The researchers then performed the same set of experiments but labeled memory cells in the basolateral amygdala, a region involved in processing emotions. This time, they could not induce a switch by reactivating those cells — the mice continued to behave as they had been conditioned when the memory cells were first labeled.

This suggests that emotional associations, also called valences, are encoded somewhere in the neural circuitry that connects the dentate gyrus to the amygdala, the researchers say. A fearful experience strengthens the connections between the hippocampal engram and fear-encoding cells in the amygdala, but that connection can be weakened later on as new connections are formed between the hippocampus and amygdala cells that encode positive associations.

“That plasticity of the connection between the hippocampus and the amygdala plays a crucial role in the switching of the valence of the memory,” Tonegawa says.

These results indicate that while dentate gyrus cells are neutral with respect to emotion, individual amygdala cells are precommitted to encode fear or reward memory. The researchers are now trying to discover molecular signatures of these two types of amygdala cells. They are also investigating whether reactivating pleasant memories has any effect on depression, in hopes of identifying new targets for drugs to treat depression and post-traumatic stress disorder.

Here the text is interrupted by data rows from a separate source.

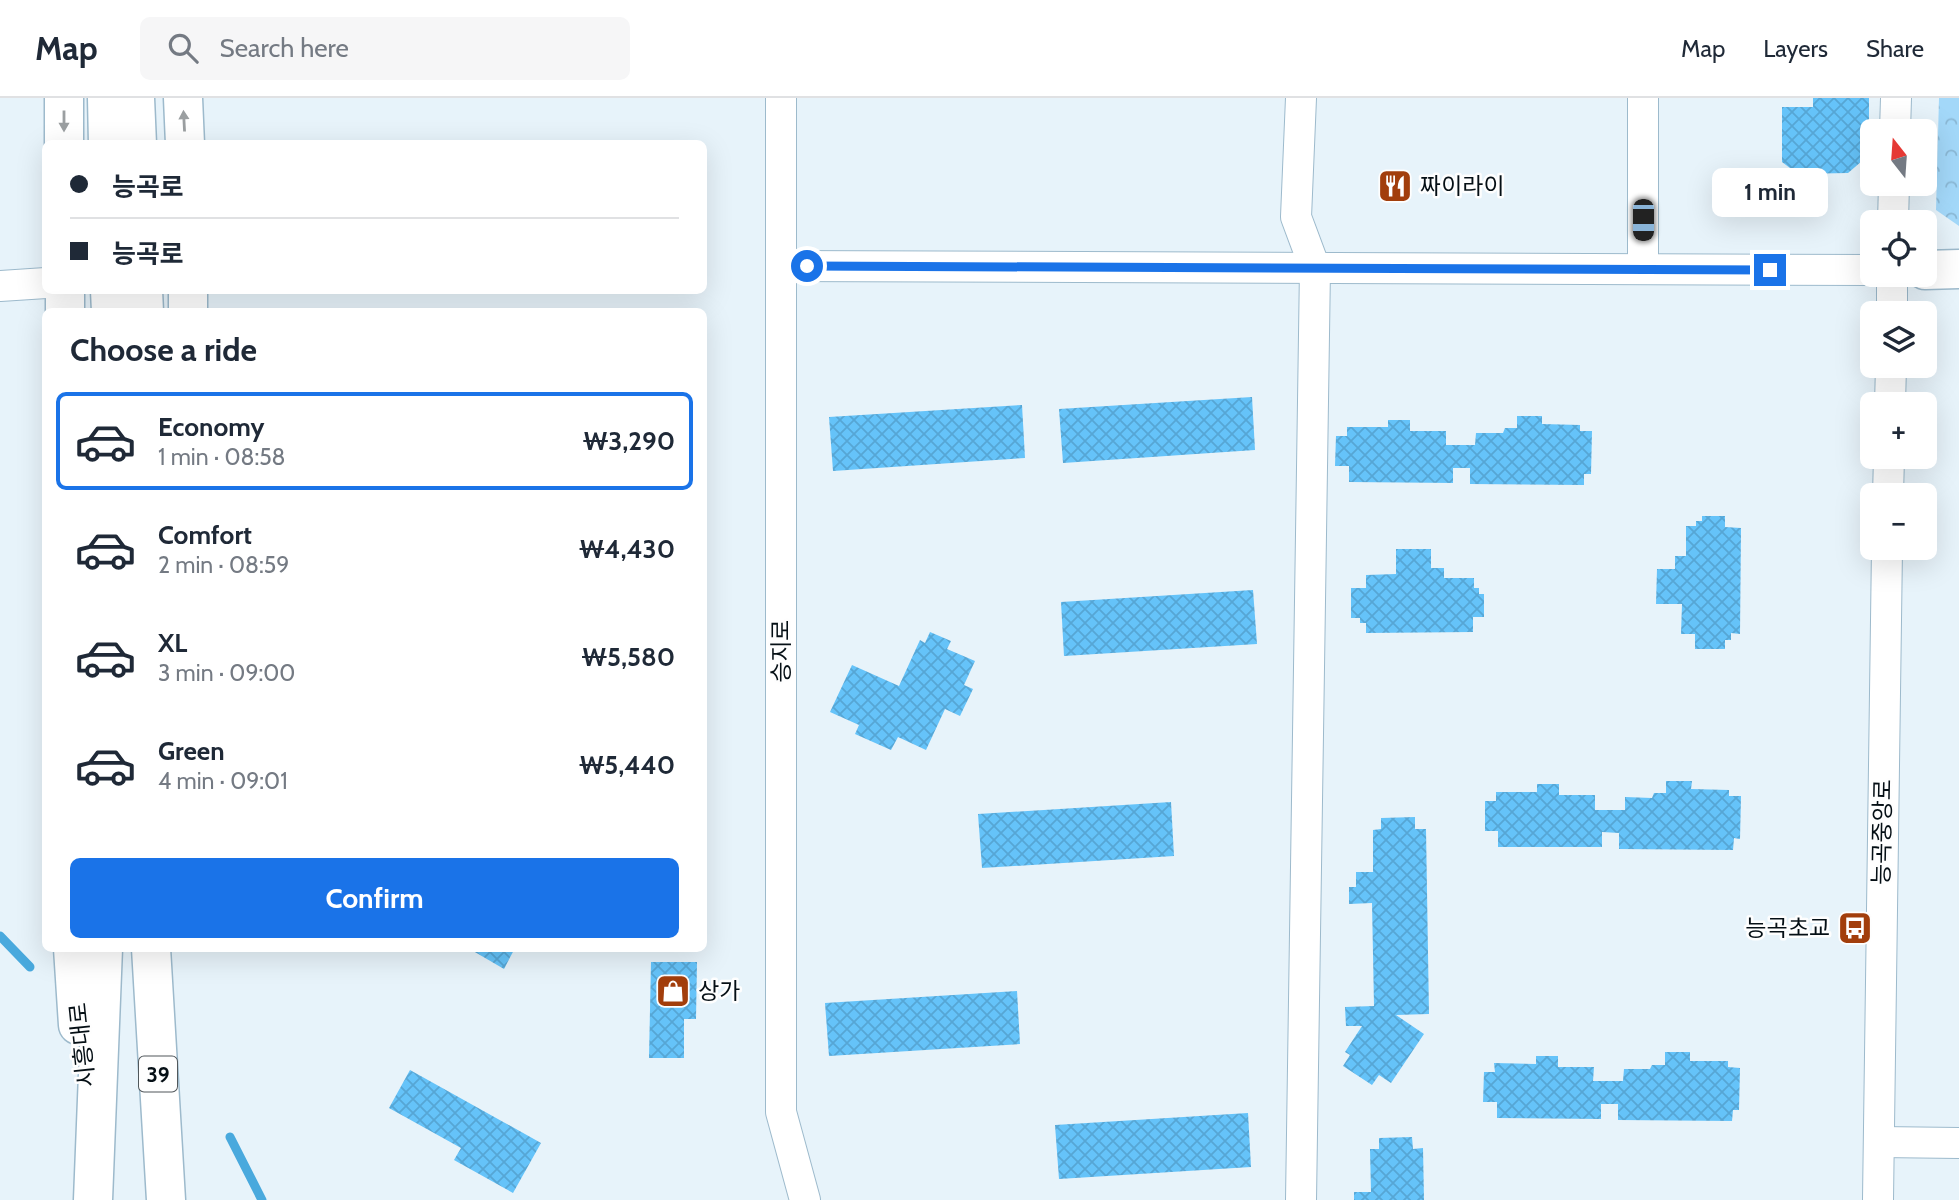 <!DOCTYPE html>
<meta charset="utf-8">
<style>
:root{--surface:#fff;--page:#f6f6f7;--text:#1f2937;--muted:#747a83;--line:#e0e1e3;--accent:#1a73e8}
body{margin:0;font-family:Cabin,"Noto Sans KR",sans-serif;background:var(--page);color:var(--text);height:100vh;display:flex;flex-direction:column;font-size:26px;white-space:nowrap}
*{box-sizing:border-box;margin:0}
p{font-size:23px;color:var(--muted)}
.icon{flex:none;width:38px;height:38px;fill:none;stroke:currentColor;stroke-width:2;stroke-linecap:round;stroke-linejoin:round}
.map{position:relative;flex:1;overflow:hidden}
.drawer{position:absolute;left:42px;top:210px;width:665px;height:644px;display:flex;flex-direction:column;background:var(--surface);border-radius:10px;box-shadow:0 7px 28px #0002}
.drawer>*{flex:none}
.hud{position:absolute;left:42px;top:42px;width:665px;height:154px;border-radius:10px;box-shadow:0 7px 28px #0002;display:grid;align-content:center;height:154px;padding:0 28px;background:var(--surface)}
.needle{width:46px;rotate:343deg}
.tools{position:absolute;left:1860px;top:21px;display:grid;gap:14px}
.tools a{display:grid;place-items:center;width:77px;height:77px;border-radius:10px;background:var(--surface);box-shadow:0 7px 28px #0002;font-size:35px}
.end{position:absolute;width:32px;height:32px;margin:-16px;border:9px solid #1a73e8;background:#fff;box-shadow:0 0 0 4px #fff}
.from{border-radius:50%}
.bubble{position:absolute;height:49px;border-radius:10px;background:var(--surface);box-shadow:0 7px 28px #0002;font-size:23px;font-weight:700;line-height:49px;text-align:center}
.car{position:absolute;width:21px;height:42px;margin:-21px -10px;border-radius:9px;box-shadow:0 0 5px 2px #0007;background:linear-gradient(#222 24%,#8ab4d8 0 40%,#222 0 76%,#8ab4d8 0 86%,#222 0)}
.hud b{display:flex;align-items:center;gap:24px;height:66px;font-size:26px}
.hud b+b{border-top:2px solid var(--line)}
.hud i{width:18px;height:18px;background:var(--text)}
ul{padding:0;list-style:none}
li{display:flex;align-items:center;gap:21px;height:98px;margin:0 14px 10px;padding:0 14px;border:4px solid transparent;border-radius:10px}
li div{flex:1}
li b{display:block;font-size:26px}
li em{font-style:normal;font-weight:700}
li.on{border-color:var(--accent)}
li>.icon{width:63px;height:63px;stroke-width:1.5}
h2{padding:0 28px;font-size:32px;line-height:84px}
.cta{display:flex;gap:14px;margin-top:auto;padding:14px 28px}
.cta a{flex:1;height:80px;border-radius:10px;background:var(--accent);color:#fff;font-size:28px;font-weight:700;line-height:80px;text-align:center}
header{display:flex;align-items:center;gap:42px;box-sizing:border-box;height:98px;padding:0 35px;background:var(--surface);border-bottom:2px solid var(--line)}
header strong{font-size:33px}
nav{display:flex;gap:38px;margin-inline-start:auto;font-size:24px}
.search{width:490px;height:63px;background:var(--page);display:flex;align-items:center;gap:18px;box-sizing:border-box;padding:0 24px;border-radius:10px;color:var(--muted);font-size:26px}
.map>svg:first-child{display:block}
.park{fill:url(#park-crowns)}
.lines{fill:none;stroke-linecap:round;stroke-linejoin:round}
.stream{stroke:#49a9dd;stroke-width:9}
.building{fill:url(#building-cross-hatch)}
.minor-casing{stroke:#9dbacc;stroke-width:32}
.major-casing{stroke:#9dbacc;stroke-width:41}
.minor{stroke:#fff;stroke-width:30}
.major{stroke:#fff;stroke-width:38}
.oneway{fill:#9b9fa1}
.route{stroke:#1a73e8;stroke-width:9}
.labels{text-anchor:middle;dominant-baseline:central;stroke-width:5;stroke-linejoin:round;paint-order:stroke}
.shield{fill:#fefefe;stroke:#50575b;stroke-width:2}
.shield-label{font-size:21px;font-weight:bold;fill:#050f15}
.poi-label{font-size:23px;fill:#050f15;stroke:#fefefe;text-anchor:start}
.street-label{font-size:23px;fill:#050f15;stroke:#fefefe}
</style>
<header>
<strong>Map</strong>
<div class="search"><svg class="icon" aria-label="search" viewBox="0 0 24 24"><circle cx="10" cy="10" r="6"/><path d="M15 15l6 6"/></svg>Search here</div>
<nav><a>Map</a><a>Layers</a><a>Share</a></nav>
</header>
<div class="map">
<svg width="1959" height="1102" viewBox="0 0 1959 1102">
<defs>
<pattern id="park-crowns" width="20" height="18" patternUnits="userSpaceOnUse" patternTransform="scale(1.75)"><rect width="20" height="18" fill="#a3d8f9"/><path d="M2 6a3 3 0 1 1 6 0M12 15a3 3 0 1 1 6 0" fill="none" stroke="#8bb8d5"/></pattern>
<pattern id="building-cross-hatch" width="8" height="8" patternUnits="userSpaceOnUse" patternTransform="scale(1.75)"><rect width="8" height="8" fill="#65c3f9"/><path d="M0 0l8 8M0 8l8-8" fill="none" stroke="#56a6d5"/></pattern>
</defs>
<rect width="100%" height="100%" fill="#e7f3fa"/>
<!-- park -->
<path class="park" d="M 1939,0 L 1959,0 L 1959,128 L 1936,112 Z"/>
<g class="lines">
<!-- stream -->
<g class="stream">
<path d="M 0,838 L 30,869"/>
<path d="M 230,1039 L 262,1102"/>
</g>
</g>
<!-- building -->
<g class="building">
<path d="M 1813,0 L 1869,0 L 1869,57 L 1848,75 L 1798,76 L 1782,64 L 1782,9 L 1813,9 Z"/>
<path d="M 1252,299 L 1255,352 L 1063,365 L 1059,311 Z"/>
<path d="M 1022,307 L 1025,360 L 833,373 L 829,319 Z"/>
<path d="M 1517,318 L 1542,318 L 1542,326 L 1580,327 L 1580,333 L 1592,333 L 1591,376 L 1584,376 L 1584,387 L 1470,386 L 1470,370 L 1453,370 L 1453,385 L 1349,384 L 1349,368 L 1335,368 L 1336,338 L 1347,338 L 1347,329 L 1388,329 L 1388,322 L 1410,322 L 1410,333 L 1446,333 L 1446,347 L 1475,347 L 1476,335 L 1503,335 L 1505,330 L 1517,330 Z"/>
<path d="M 1702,418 L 1725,418 L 1725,429 L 1741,430 L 1740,536 L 1731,535 L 1731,542 L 1725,542 L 1725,551 L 1695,551 L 1695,536 L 1681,536 L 1682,506 L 1656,506 L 1657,471 L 1675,471 L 1675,458 L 1686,458 L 1686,428 L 1696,428 L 1696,423 L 1702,423 Z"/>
<path d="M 1396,451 L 1431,451 L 1431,470 L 1444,470 L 1444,480 L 1474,480 L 1474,490 L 1479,490 L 1479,496 L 1484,496 L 1484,519 L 1473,519 L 1473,534 L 1366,535 L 1366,525 L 1360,525 L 1360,520 L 1351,520 L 1351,490 L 1366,490 L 1366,477 L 1396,476 Z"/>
<path d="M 1253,492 L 1257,546 L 1064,558 L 1061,504 Z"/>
<path d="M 930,534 L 951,543 L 947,551 L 975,563 L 964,587 L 973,591 L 960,618 L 945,611 L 926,652 L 898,639 L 891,652 L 855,636 L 859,627 L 830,614 L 852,567 L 899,588 L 920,542 L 925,545 Z"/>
<path d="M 1666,683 L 1692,683 L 1691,691 L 1729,692 L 1729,698 L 1741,698 L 1740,741 L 1734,740 L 1733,752 L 1619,751 L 1619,735 L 1602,734 L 1602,749 L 1498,749 L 1498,733 L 1485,733 L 1485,703 L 1496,703 L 1496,694 L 1537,694 L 1537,686 L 1559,686 L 1559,697 L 1595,697 L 1595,712 L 1625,712 L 1625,699 L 1652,700 L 1654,695 L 1666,695 Z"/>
<path d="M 1171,704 L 1174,758 L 982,770 L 978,716 Z"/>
<path d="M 1415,719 L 1415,731 L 1426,731 L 1429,916 L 1396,917 L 1424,936 L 1391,985 L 1379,977 L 1372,987 L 1343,968 L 1350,957 L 1345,954 L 1362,928 L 1346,928 L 1345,909 L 1374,908 L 1372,805 L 1349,806 L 1349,789 L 1356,789 L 1356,774 L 1373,774 L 1373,732 L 1381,731 L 1381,720 Z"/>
<path d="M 468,850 L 515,850 L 504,871 Z"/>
<path d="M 651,864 L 697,864 L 696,921 L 684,921 L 684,960 L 649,960 Z"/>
<path d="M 1017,893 L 1020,946 L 829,958 L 825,905 Z"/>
<path d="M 1665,954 L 1690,954 L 1690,963 L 1728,963 L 1728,969 L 1740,970 L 1739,1012 L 1733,1012 L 1732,1023 L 1618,1022 L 1618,1006 L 1601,1006 L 1601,1021 L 1497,1020 L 1497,1004 L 1483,1004 L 1484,974 L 1495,974 L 1494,965 L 1536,966 L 1536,958 L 1558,958 L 1558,969 L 1594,969 L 1593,983 L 1623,983 L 1624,971 L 1650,971 L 1652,967 L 1665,967 Z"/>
<path d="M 410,972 L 541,1045 L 513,1095 L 454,1062 L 461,1050 L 389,1010 Z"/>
<path d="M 1248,1015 L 1251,1069 L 1059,1081 L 1055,1027 Z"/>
<path d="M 1412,1039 L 1413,1051 L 1423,1050 L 1424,1102 L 1354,1102 L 1354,1094 L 1371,1094 L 1370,1051 L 1379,1051 L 1379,1040 Z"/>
</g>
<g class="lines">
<!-- minor casing -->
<g class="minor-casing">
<g id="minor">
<path d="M 781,0 L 781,1014 L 805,1102"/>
<path d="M 1643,0 L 1643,171"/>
<path d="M 1895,33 L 1896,0"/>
<path d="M 1893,124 L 1894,86"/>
<path d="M 781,168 L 1872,172"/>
<path d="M 0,188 L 46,185"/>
<path d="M 1892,215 L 1892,177"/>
<path d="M 1890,306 L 1891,268"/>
<path d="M 1888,397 L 1889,359"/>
<path d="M 1880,1044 L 1959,1045"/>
<path d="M 1301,1102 L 1315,170 L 1296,119 L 1301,0"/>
<path d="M 1878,1102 L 1887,450"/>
</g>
</g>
<!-- major casing -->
<g class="major-casing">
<g id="major">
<path d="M 64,0 L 64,46"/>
<path d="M 107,0 L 108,46"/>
<path d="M 135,0 L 137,46"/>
<path d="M 183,0 L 185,46"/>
<path d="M 1925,172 L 1959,171"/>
<path d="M 65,192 L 65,214"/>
<path d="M 110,192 L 111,214"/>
<path d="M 143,192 L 144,214"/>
<path d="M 188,192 L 188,214"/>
<path d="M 73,850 L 78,927"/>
<path d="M 151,850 L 166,1102"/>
<path d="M 93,1102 L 103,850"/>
</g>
</g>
<!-- minor -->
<use href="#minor" class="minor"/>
<!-- major -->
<use href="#major" class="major"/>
</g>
<!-- one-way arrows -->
<defs><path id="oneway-solid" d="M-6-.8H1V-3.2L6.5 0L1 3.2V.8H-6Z" transform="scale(1.75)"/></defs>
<g class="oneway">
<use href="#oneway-solid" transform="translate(64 23) rotate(90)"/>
<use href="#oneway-solid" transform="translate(184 23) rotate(-93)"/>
</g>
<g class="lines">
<!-- route -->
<path class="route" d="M 807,168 L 1770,172"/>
</g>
<!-- icons -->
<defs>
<g id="restaurant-square" transform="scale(1.75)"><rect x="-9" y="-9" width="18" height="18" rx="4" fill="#a23e0c" stroke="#fefefe"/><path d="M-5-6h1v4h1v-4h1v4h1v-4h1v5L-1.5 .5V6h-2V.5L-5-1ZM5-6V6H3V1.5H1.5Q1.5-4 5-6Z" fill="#fff"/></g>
<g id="bus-square" transform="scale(1.75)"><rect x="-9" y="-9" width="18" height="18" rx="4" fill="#a23e0c" stroke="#fefefe"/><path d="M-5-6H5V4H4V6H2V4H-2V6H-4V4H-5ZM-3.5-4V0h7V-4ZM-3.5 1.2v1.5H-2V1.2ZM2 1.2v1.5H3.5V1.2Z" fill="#fff"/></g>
<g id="shop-square" transform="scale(1.75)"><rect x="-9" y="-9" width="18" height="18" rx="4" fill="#a23e0c" stroke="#fefefe"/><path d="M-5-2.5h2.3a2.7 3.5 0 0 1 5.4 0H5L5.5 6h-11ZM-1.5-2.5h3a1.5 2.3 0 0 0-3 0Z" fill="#fff"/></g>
</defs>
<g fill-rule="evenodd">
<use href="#restaurant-square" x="1395" y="88"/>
<use href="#bus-square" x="1855" y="830"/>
<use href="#shop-square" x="673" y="893"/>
</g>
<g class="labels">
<!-- shield labels -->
<rect class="shield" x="139" y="958.5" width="38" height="35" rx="5"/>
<g class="shield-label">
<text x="158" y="976">39</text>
</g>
<!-- poi labels -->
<g class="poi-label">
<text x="1420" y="88">짜이라이</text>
<text x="1830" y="830" text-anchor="end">능곡초교</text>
<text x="698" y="893">상가</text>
</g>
<!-- street labels -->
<g class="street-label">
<text transform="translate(781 553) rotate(-90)">승지로</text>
<text transform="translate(1882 734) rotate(-89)">능곡중앙로</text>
<text transform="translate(82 947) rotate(-96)">시흥대로</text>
</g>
</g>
</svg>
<div class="tools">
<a><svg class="needle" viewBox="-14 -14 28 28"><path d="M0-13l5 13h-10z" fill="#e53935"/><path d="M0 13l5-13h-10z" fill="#747a83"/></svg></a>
<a><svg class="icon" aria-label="locate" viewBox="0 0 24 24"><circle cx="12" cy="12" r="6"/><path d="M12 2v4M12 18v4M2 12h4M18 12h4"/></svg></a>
<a><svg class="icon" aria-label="layers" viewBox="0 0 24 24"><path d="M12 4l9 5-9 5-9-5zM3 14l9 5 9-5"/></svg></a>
<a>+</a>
<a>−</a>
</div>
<i class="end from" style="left:807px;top:168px"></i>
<i class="end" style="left:1770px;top:172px"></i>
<div class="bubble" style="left:1712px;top:70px;width:116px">1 min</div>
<i class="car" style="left:1643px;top:122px;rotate:180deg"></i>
<div class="hud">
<b><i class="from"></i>능곡로</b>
<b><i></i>능곡로</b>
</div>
<section class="drawer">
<h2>Choose a ride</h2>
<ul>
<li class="on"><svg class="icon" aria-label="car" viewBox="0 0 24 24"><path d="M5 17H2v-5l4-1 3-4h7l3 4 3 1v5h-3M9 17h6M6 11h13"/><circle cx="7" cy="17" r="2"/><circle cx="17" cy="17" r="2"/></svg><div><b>Economy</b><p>1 min · 08:58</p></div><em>₩3,290</em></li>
<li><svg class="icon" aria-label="car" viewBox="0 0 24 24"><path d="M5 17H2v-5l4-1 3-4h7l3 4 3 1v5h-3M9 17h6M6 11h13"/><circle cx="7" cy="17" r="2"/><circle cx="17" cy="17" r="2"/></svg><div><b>Comfort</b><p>2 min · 08:59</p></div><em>₩4,430</em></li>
<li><svg class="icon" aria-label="car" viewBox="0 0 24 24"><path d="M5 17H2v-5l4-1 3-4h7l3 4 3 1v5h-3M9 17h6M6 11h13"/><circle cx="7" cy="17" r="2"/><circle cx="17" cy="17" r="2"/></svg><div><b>XL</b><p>3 min · 09:00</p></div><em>₩5,580</em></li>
<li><svg class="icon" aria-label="car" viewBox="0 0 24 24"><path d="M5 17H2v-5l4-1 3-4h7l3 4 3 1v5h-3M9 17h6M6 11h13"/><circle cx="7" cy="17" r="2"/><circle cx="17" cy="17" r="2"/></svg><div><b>Green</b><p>4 min · 09:01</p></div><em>₩5,440</em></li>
</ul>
<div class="cta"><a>Confirm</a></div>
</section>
</div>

David Anderson, a professor of biology at the California Institute of Technology, says the study makes an important contribution to neuroscientists’ fundamental understanding of the brain and also has potential implications for treating mental illness.

“This is a tour de force of modern molecular-biology-based methods for analyzing processes, such as learning and memory, at the neural-circuitry level. It’s one of the most sophisticated studies of this type that I’ve seen,” he says.

The research was funded by the RIKEN Brain Science Institute, Howard Hughes Medical Institute, and the JPB Foundation.